Indeed, Roosevelt’s freewheeling leadership style left plenty of headaches for Taft when he entered office in 1908. Inheriting a Congress now on distinctly bad terms with the White House despite a strong Republican majority, Taft had to work hard to rebuild trust between the executive and legislative branches. Worse, Taft retained in the cabinet Roosevelt’s chief forester, Gifford Pinchot, the righteous zealot who had egged on many of Roosevelt’s most aggressive acts of conservation, and who chafed at Taft’s more restrained approach. Pinchot’s eventual acrimonious departure from the administration, more than anything else, started the process that led to the formation of the Progressive Party in 1912 and Roosevelt’s own split with Taft. Indeed, Taft became increasingly convinced during these years that despite their harmonious working relationship from 1904 to 1908, when Taft served brilliantly as Roosevelt’s secretary of war, the two men held fundamentally different views of the presidential office and the Constitution.

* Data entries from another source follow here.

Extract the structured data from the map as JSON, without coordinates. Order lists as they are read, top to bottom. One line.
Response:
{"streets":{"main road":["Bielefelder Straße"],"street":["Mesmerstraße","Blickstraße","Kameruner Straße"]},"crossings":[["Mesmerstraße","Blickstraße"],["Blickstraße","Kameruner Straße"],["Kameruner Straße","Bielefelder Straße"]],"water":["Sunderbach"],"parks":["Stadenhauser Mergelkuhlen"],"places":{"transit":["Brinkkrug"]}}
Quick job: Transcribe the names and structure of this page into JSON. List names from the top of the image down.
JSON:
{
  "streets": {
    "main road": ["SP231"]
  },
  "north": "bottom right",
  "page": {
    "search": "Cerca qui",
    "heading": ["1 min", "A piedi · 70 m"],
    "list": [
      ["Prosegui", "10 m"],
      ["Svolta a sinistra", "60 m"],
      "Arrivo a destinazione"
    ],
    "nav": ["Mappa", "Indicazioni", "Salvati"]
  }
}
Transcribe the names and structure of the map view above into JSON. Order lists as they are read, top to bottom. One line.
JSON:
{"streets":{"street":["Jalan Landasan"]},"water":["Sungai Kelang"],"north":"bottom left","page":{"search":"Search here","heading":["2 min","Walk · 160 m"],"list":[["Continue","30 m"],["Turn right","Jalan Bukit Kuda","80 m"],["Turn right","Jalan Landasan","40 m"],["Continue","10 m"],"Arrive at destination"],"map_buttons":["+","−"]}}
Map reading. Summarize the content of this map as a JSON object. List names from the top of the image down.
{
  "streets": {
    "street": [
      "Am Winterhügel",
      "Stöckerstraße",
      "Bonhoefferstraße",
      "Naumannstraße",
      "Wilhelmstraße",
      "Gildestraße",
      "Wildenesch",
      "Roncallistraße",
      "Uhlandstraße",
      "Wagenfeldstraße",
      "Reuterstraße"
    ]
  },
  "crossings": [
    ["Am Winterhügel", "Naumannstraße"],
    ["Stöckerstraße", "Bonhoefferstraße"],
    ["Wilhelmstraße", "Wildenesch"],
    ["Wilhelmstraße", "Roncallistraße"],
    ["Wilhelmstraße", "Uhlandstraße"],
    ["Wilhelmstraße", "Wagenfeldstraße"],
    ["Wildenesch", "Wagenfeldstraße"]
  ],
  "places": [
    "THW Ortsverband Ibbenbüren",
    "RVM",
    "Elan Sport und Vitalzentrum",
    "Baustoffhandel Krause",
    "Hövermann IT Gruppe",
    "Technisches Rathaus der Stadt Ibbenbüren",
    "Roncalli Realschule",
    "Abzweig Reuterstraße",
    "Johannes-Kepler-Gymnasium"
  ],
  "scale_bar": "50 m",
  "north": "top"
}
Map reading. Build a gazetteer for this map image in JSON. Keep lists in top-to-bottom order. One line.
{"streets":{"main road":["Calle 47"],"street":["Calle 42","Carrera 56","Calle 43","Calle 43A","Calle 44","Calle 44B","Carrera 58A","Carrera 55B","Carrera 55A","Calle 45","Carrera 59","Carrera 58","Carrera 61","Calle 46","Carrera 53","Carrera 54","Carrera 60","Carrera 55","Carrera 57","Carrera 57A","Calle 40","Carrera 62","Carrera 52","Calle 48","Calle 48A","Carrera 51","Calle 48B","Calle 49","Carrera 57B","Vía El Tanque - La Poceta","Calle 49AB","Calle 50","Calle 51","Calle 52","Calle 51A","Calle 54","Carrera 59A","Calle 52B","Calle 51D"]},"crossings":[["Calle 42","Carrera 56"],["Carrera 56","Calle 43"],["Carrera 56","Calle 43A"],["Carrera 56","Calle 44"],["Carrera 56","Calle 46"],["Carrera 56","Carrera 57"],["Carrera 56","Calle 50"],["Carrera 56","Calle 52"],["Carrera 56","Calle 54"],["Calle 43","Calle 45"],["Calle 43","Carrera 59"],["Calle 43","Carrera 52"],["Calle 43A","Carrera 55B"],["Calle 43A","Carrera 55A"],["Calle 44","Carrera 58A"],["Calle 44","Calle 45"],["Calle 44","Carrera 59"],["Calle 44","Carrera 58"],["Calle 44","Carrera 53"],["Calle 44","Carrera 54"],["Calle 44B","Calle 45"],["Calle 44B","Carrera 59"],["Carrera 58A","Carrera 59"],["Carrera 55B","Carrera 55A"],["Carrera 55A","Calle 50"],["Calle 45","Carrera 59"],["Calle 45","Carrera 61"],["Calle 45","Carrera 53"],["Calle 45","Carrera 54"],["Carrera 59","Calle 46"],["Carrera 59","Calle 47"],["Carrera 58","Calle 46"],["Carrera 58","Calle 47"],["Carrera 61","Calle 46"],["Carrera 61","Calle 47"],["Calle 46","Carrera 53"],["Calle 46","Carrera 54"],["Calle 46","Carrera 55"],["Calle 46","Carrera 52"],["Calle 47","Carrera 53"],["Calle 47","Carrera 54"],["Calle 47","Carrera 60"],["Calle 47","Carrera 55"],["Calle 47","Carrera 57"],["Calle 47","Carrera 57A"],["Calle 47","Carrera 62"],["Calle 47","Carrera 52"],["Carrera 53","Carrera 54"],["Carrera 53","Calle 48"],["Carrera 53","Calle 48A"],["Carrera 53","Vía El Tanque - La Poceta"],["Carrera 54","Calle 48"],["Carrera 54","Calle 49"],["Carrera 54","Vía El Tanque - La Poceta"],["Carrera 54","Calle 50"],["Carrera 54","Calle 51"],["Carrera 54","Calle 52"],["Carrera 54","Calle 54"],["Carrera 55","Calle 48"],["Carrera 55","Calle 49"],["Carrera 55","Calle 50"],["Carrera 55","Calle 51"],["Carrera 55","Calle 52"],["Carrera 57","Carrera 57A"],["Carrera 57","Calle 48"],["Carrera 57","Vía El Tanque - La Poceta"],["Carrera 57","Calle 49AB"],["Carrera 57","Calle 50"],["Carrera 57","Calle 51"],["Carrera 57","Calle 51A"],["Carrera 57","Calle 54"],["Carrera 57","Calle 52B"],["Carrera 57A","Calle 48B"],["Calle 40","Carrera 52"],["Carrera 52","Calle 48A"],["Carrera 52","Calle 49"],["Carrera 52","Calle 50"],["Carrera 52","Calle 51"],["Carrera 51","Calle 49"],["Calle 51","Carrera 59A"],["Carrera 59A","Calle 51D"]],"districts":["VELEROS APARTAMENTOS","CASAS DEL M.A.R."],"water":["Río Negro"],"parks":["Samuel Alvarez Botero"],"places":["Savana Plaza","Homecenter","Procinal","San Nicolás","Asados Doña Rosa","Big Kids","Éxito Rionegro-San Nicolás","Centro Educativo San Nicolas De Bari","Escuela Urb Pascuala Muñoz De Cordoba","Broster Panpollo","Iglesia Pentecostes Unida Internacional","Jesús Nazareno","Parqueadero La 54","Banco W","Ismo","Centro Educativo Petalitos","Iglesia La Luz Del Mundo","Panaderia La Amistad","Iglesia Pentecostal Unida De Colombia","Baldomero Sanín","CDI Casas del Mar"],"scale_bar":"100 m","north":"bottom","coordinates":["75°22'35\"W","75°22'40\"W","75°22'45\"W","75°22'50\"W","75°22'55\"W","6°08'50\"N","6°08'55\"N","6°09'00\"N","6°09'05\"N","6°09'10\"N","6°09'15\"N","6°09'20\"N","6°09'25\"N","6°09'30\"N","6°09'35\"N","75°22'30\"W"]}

Articulating the difference in his 1916 book Our Chief Magistrate and His Powers, Taft gave voice to his firm belief in the sovereignty of law—which for America meant above all the Constitution:
The true view of the Executive functions is, as I conceive it, that the President can exercise no power which cannot be fairly and reasonably traced to some specific grant of power or justly implied and included within such express grant as proper and necessary to its exercise. Such specific grant must be either in the Federal Constitution or in an act of Congress passed in pursuance thereof.11
This did not mean that Taft accepted a Jeffersonian straitjacket any more than Roosevelt did. On the contrary, Taft revered the great Federalist John Marshall as “probably the greatest judge that ever lived”12 and followed his constitutional theory later in his own jurisprudence on the Supreme Court. But Marshall’s principles had only justified wide discretion in the means of carrying out constitutionally given powers; those powers were themselves still limited. As Kevin Burns summarizes in his recent William Howard Taft’s Constitutional Progressivism, “By distinguishing between a president’s powers and his duties, Taft showed that the Constitution created a strong yet limited executive; although the president may employ the powers necessary to carry out his duties, his duties are finite, defined and circumscribed by the Constitution.”13
Taft argued forcefully that such legal restraints on the executive’s power ultimately empowered rather than limited him, since it prevents him from acting rashly and ensures that his actions will carry the full weight of the law behind him. In this, Taft stood in a tradition that went back far beyond Marshall to the English jurist Sir John Fortescue. “To be able to do evil, as the king reigning royally [i.e., the absolute monarch] can more freely do than the king ruling politically [the constitutional monarch], diminishes rather than increases his power,”14 Fortescue had written in the 1460s, and the same principle, Taft believed, applied to presidential power in the 1900s. Repudiating Roosevelt’s high-handed approach to land conservation, Taft worked with Congress to gain the authorization that Roosevelt had claimed by mere virtue of his office. The resulting Pickett Act, says Burns, “gave the president explicit statutory authority to do the very things Roosevelt had done illegally.” Thus, “Taft’s respect for law and willingness to cooperate with Congress ultimately resulted in expanded executive discretion.”15
Behind their rival conceptions of presidential power lay distinct concepts of the American nation that the president was meant to serve. Indeed, their 1912 showdown represented in some ways the two halves of a profound ambiguity in the American political tradition, one that is captured neatly in the two meanings of the English word “people.” Today, most often, this word is used as a plural of “person,” and designates a collection of individuals. In an earlier time, it was much more likely to be used as a singular, the translation of the Latin populus—the entire political community, conceived of under a singular corporate agency. Which is it the purpose of constitutional government to represent: people—in all their plurality, diversity, and competing interests—or the people as a nation, a community of shared birth, shared interests, and shared purpose?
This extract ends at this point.